* **Information provided**:
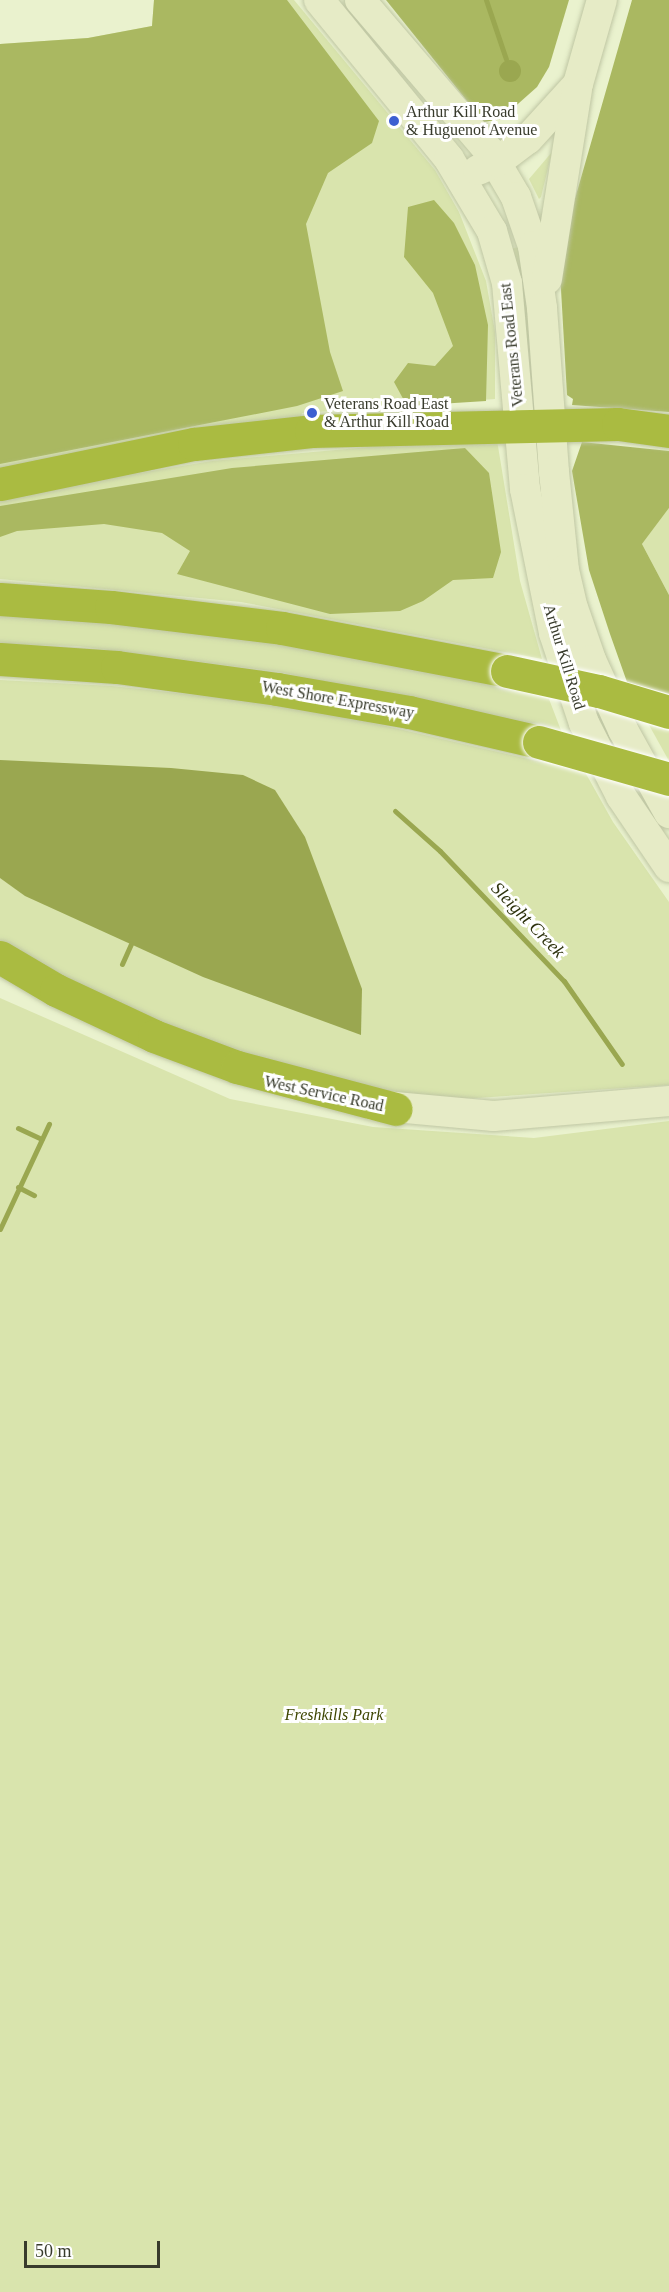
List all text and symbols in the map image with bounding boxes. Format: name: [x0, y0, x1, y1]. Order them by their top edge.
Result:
place label: Arthur Kill Road & Huguenot Avenue: [406, 102, 538, 140]
marker: Arthur Kill Road & Huguenot Avenue: [387, 114, 401, 128]
street label: Veterans Road East: [496, 282, 528, 408]
place label: Veterans Road East & Arthur Kill Road: [324, 394, 450, 432]
marker: Veterans Road East & Arthur Kill Road: [305, 406, 319, 420]
street label: Arthur Kill Road: [539, 602, 589, 712]
street label: West Shore Expressway: [260, 677, 416, 723]
water label: Sleight Creek: [487, 878, 569, 962]
street label: West Service Road: [263, 1072, 385, 1116]
park label: Freshkills Park: [285, 1705, 383, 1725]
scale bar: [27, 2229, 164, 2267]
text: 50 m: [35, 2241, 72, 2261]

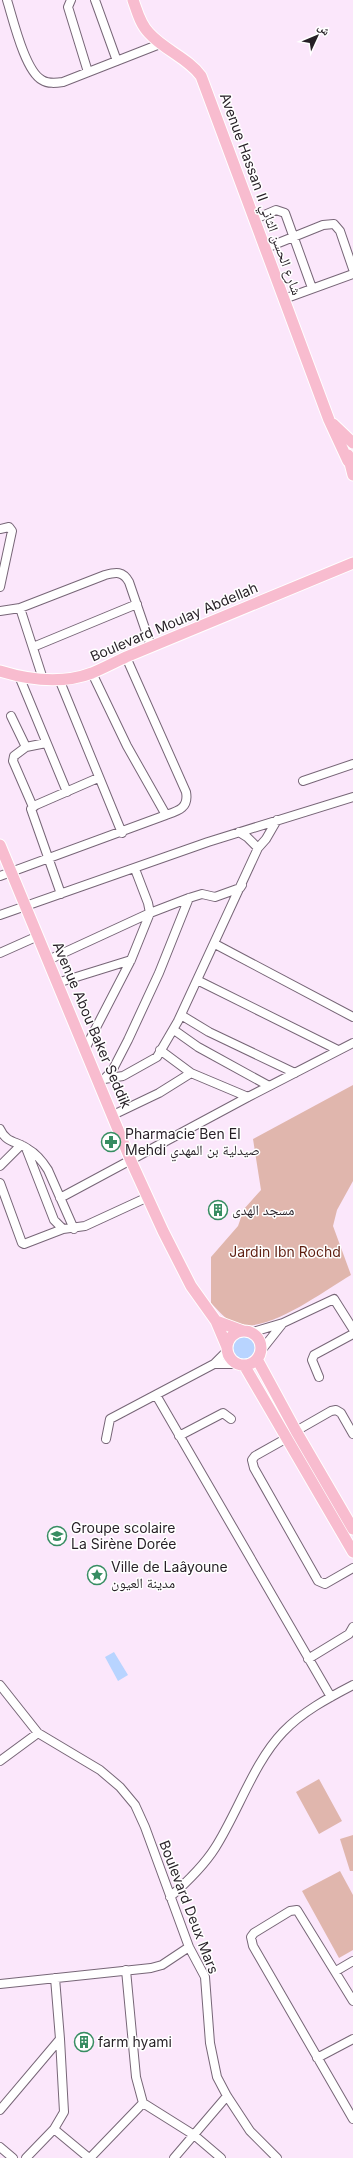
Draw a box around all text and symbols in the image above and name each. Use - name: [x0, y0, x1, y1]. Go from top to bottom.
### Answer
- north arrow: [297, 16, 337, 56]
- text: ش: [314, 20, 334, 39]
- street label: Avenue Hassan II شارع الحسن الثاني: [214, 91, 306, 298]
- street label: Boulevard Moulay Abdellah: [87, 578, 260, 665]
- street label: Avenue Abou Baker Seddik: [50, 939, 135, 1111]
- place label: Pharmacie Ben El Mehdi صيدلية بن المهدي: [125, 1125, 260, 1162]
- pharmacy icon: Pharmacie Ben El Mehdi صيدلية بن المهدي: [100, 1131, 122, 1153]
- building icon: مسجد الهدى: [207, 1199, 229, 1221]
- place label: مسجد الهدى: [232, 1201, 295, 1219]
- park label: Jardin Ibn Rochd: [229, 1243, 341, 1260]
- place label: Groupe scolaire La Sirène Dorée: [71, 1519, 177, 1552]
- school or university icon: Groupe scolaire La Sirène Dorée: [46, 1525, 68, 1547]
- place label: Ville de Laâyoune مدينة العيون: [111, 1558, 228, 1592]
- place icon: Ville de Laâyoune مدينة العيون: [86, 1564, 108, 1586]
- street label: Boulevard Deux Mars: [156, 1838, 223, 1976]
- building icon: farm hyami: [73, 2031, 95, 2053]
- place label: farm hyami: [98, 2033, 172, 2050]

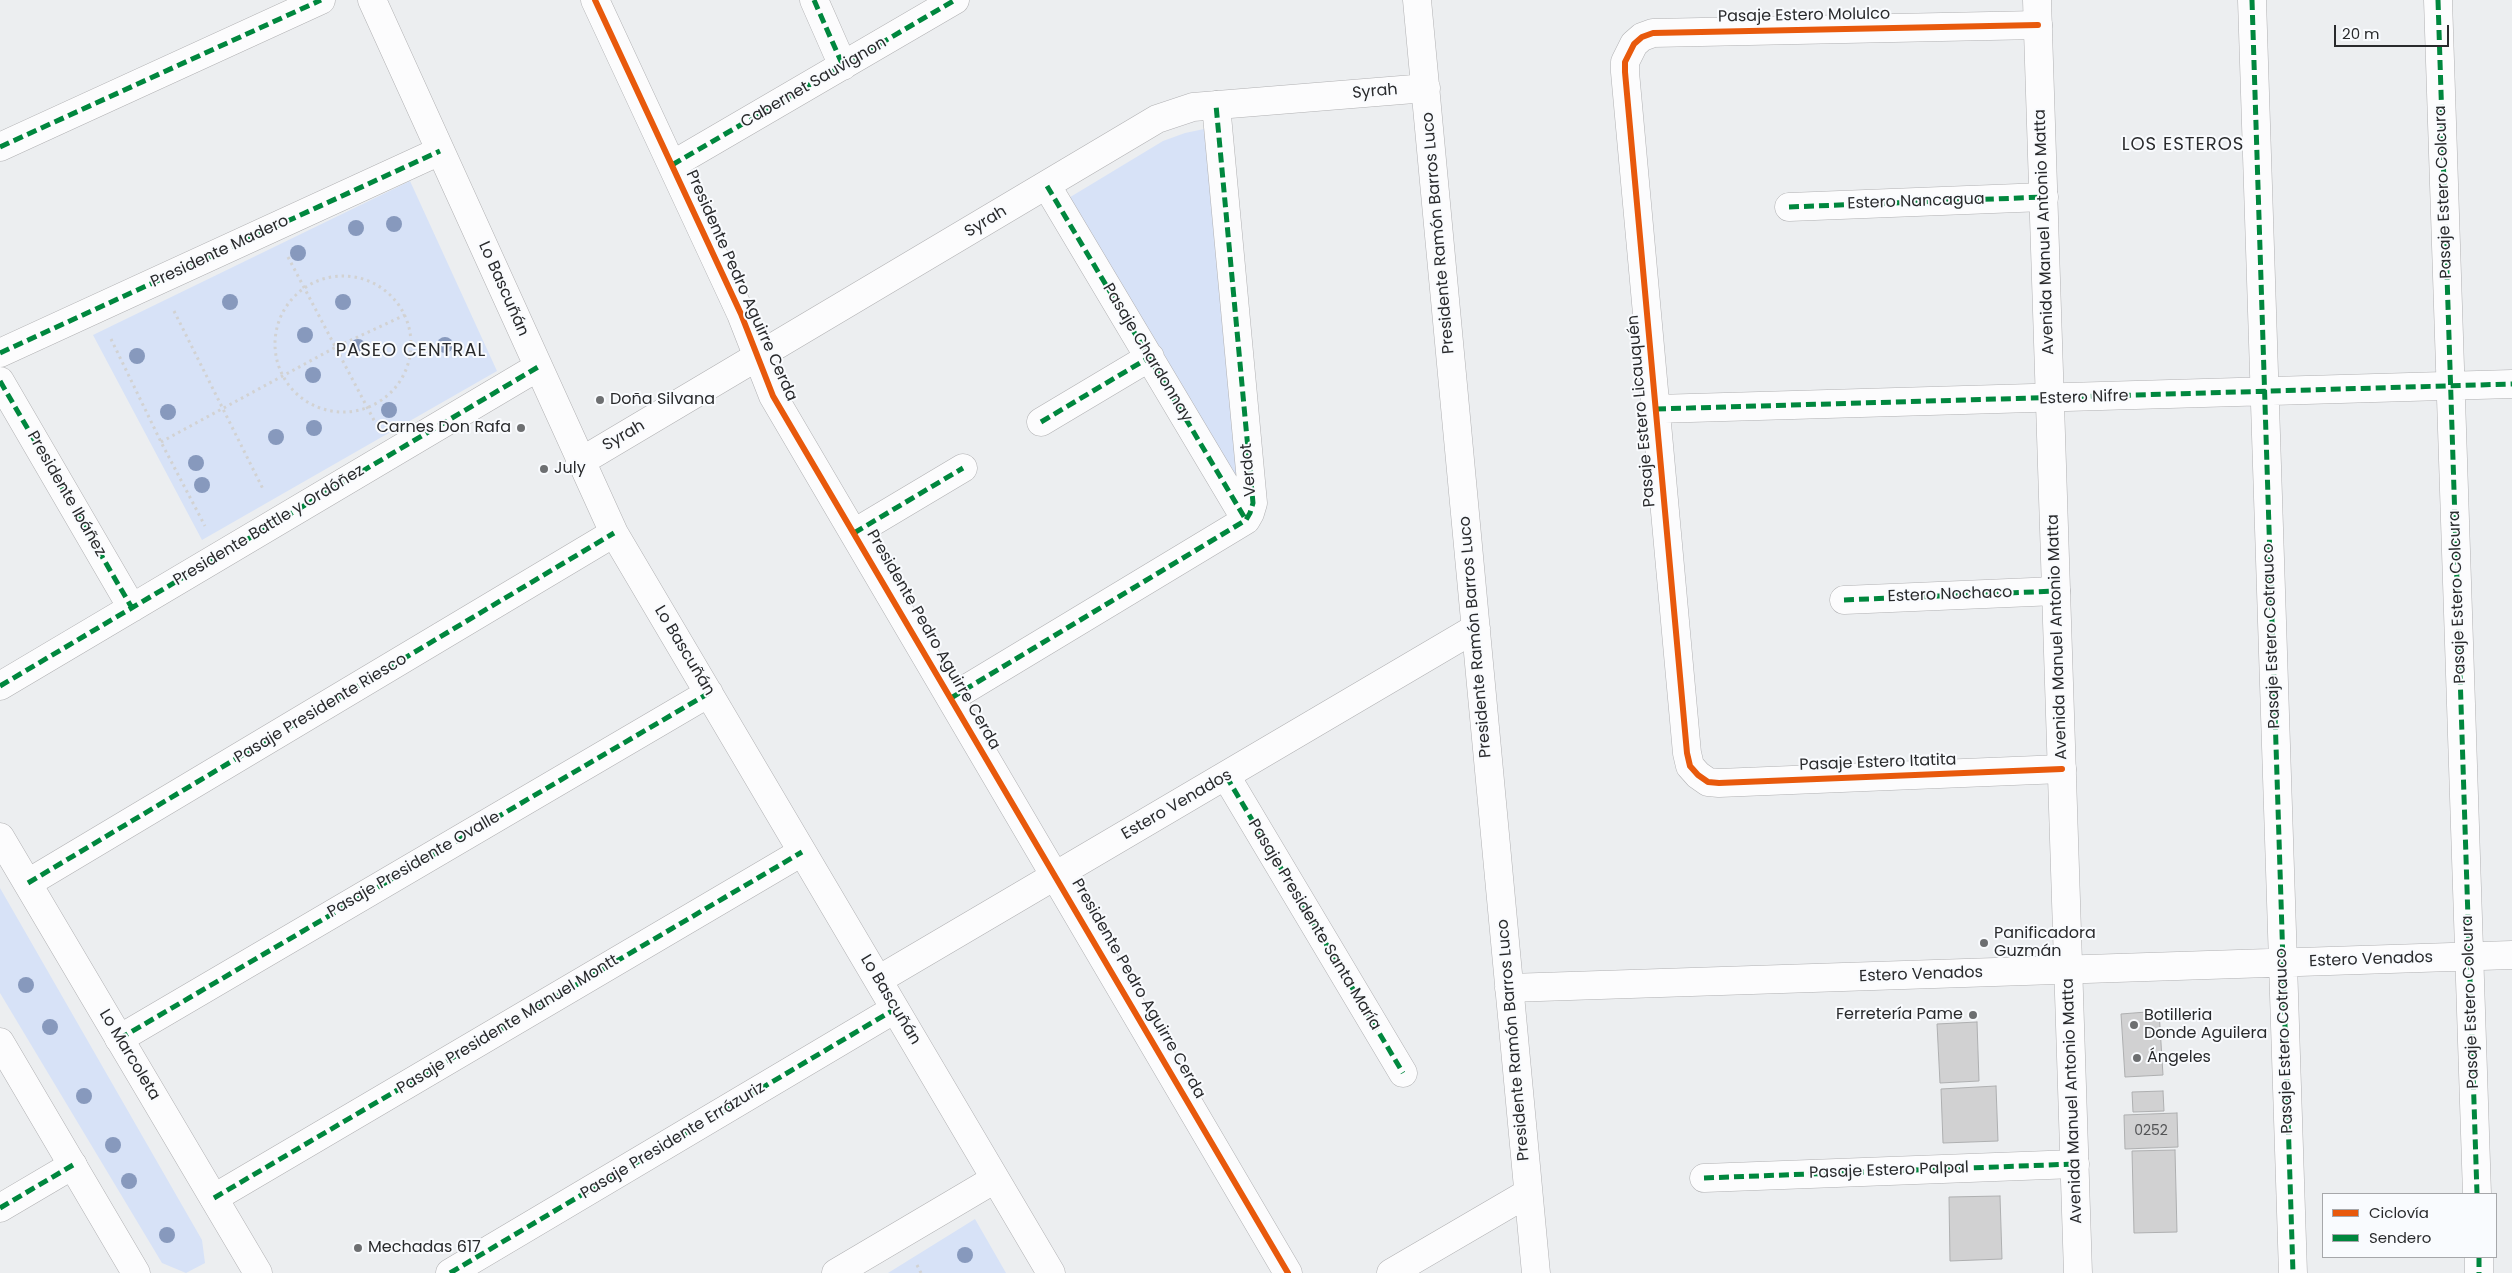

* **Instructions for the task**: Everything in the data must be printed verbatim except the pictures.

* **Response to this exercise**:
List all text and symbols in the map image with bounding boxes. Format: name: [x0, y0, x1, y1]. Order them by their top edge.
Result:
place label: Arthur Kill Road & Huguenot Avenue: [406, 102, 538, 140]
marker: Arthur Kill Road & Huguenot Avenue: [387, 114, 401, 128]
street label: Veterans Road East: [496, 282, 528, 408]
place label: Veterans Road East & Arthur Kill Road: [324, 394, 450, 432]
marker: Veterans Road East & Arthur Kill Road: [305, 406, 319, 420]
street label: Arthur Kill Road: [539, 602, 589, 712]
street label: West Shore Expressway: [260, 677, 416, 723]
water label: Sleight Creek: [487, 878, 569, 962]
street label: West Service Road: [263, 1072, 385, 1116]
park label: Freshkills Park: [285, 1705, 383, 1725]
scale bar: [27, 2229, 164, 2267]
text: 50 m: [35, 2241, 72, 2261]

Draw a box around all text and symbols in the image above and name each. Use - name: [x0, y0, x1, y1]. Go from top to bottom.
### Answer
- north arrow: [297, 16, 337, 56]
- text: ش: [314, 20, 334, 39]
- street label: Avenue Hassan II شارع الحسن الثاني: [214, 91, 306, 298]
- street label: Boulevard Moulay Abdellah: [87, 578, 260, 665]
- street label: Avenue Abou Baker Seddik: [50, 939, 135, 1111]
- place label: Pharmacie Ben El Mehdi صيدلية بن المهدي: [125, 1125, 260, 1162]
- pharmacy icon: Pharmacie Ben El Mehdi صيدلية بن المهدي: [100, 1131, 122, 1153]
- building icon: مسجد الهدى: [207, 1199, 229, 1221]
- place label: مسجد الهدى: [232, 1201, 295, 1219]
- park label: Jardin Ibn Rochd: [229, 1243, 341, 1260]
- place label: Groupe scolaire La Sirène Dorée: [71, 1519, 177, 1552]
- school or university icon: Groupe scolaire La Sirène Dorée: [46, 1525, 68, 1547]
- place label: Ville de Laâyoune مدينة العيون: [111, 1558, 228, 1592]
- place icon: Ville de Laâyoune مدينة العيون: [86, 1564, 108, 1586]
- street label: Boulevard Deux Mars: [156, 1838, 223, 1976]
- building icon: farm hyami: [73, 2031, 95, 2053]
- place label: farm hyami: [98, 2033, 172, 2050]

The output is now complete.